By NomadicTax Research Team • 5-8 min read • November 22, 2025
## What’s Changing Under the MTD Expansion
From **6 April 2028**, HMRC will require **sole traders and landlords** with **gross trading or property income over £20,000 per year** to file their Self-Assessment using digital tools. ([gov.uk](https://www.gov.uk/government/publications/supporting-documents-for-spring-statement-2025/spring-statement-2025-policy-costings?utm_source=openai))
This extends Making Tax Digital (MTD) beyond VAT to cover more individuals including digital nomads earning UK-sourced income. Those below £20,000 may still be subject to reporting burdens but with potential exemptions. ([gov.uk](https://www.gov.uk/government/publications/supporting-documents-for-spring-statement-2025/spring-statement-2025-policy-costings?utm_source=openai))
Meanwhile, late-payment penalties for those covered by MTD will increase starting **from 6 April 2025**. Overdue taxes: 3% penalty after 15 days, additional 3% after 30 days, and 10% per annum if more than 31 days late. ([gov.uk](https://www.gov.uk/government/publications/supporting-documents-for-spring-statement-2025/spring-statement-2025-policy-costings?utm_source=openai))
## Why It Matters for Digital Nomads
If you're working for a non-UK company but have UK property, or you’re UK resident and earning from overseas but getting into UK-tax rules, this expansion means:
- You may need to start using **software to track income and expenses** in real time. Manual or paper-based records will no longer suffice under MTD.
- Missing deadlines could lead to **steeper fines** due to new penalty structure.
- The shift pushes privacy and data management in your finances, demanding accurate documentation of international income, currency conversions, and overseas tax credits.
## Practical Planning Tips
- **Get software now**: Familiarise yourself with MTD-compatible accounting tools (e.g. Xero, QuickBooks, FreeAgent). Test them out so reporting is smooth come April 2028.
- **Track all income**: Don’t forget sources like platforms abroad, investments, or property. Overseas income may have reliefs but needs recording.

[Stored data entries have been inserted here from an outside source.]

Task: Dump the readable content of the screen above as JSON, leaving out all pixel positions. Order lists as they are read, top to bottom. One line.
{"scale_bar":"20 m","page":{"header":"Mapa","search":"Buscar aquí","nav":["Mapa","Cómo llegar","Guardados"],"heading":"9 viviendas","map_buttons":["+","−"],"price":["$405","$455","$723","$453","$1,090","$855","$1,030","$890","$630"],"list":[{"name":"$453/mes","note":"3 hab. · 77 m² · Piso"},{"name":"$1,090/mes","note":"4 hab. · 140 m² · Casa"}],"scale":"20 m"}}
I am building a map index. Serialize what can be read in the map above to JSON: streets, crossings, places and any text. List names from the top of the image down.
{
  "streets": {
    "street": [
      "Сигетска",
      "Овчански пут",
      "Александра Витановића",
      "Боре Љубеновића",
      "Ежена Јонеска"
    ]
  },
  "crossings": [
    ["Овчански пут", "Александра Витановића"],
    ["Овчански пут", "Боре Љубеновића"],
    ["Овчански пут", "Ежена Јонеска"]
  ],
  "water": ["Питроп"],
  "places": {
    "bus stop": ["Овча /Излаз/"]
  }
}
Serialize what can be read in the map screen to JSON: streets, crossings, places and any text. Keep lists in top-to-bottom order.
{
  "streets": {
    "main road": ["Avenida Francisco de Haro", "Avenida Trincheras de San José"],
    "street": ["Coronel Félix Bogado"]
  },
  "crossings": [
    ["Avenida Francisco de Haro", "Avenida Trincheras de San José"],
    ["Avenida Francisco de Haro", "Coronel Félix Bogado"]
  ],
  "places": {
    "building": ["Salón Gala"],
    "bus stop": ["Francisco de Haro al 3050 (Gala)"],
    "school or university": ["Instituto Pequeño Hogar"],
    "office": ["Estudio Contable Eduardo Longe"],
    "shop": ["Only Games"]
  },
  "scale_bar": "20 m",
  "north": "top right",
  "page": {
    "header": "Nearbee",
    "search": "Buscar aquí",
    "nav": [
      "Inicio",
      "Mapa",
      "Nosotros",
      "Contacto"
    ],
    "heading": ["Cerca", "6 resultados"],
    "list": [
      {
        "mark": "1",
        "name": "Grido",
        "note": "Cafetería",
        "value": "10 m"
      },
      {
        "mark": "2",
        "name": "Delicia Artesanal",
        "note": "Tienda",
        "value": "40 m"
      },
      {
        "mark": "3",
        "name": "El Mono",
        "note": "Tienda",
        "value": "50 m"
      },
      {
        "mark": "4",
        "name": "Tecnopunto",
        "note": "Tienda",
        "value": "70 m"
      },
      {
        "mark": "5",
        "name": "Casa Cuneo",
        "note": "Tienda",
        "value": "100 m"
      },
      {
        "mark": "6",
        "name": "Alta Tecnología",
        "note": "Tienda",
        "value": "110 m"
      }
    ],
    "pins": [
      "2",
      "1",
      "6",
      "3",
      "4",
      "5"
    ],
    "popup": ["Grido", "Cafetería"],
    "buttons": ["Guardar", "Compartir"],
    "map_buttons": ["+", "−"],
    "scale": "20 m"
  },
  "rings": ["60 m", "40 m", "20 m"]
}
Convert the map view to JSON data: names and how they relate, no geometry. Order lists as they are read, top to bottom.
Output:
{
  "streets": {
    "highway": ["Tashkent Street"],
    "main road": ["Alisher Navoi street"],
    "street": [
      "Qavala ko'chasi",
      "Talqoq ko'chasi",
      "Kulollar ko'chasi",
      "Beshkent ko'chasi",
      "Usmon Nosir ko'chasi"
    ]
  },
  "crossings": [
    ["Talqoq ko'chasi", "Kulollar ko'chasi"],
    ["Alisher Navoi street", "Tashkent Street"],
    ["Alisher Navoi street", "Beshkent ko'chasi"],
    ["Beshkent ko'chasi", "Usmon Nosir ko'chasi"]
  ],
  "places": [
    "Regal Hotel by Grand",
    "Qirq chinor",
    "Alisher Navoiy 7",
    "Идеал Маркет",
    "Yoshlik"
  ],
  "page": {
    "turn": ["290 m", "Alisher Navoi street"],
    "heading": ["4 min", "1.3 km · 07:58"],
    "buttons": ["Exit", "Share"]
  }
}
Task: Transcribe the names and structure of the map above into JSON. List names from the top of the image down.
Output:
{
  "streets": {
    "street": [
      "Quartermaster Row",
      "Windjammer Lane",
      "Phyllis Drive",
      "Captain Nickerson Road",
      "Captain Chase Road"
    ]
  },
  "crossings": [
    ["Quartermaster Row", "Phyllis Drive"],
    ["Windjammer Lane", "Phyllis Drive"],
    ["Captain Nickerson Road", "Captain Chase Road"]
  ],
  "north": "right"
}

- **Understand UK residencies and non-dom rules**: The Autumn Budget 2024 abolished the remittance basis. As of 6 April 2025, non-UK domiciled individuals pay under a new residence-based regime. ([gov.uk](https://www.gov.uk/government/publications/autumn-budget-2024-overview-of-tax-legislation-and-rates-ootlar/841ddc37-58e0-4d3f-9b53-123e8903d274?utm_source=openai))
- **Plan cash flow**: Penalties kick in quickly—by 15 days overdue. Having emergency funds or using scheduled payments can help manage unexpected tax liability.
- **Seek professional advice** especially if your foreign income has already been taxed overseas—ensure double taxation reliefs apply properly and that you’re making the correct claims.
## Example Scenario
**Alice is a UK resident digital nomad** working remotely for a US tech company. She also rents out a London flat with £6,000 gross income annually. Her total UK trading and property income exceeds £20,000, so from April 2028 she must use MTD for her Self-Assessment.
She adopts accounting software now, records income and deductible expenses monthly, reconciles bank and foreign transactions, and ensures tax bills are paid within 30 days of due date to avoid the larger penalties. She also checks how her overseas earnings are taxed there, and claims foreign tax credit in the UK.
## Key Takeaways
- If you expect UK income from trading or property above £20,000 between remote work and assets, start preparing now.
- New penalty rates make late payments more costly.
- Accurate recordkeeping and using software tools are not optional—they’re mandatory under MTD.
- Non-dom and residency changes also affect taxation of overseas income and gains—get ahead on those.
Being proactive now will help digital nomads avoid surprises—making the transition to full compliance smoother when April 2028 comes around.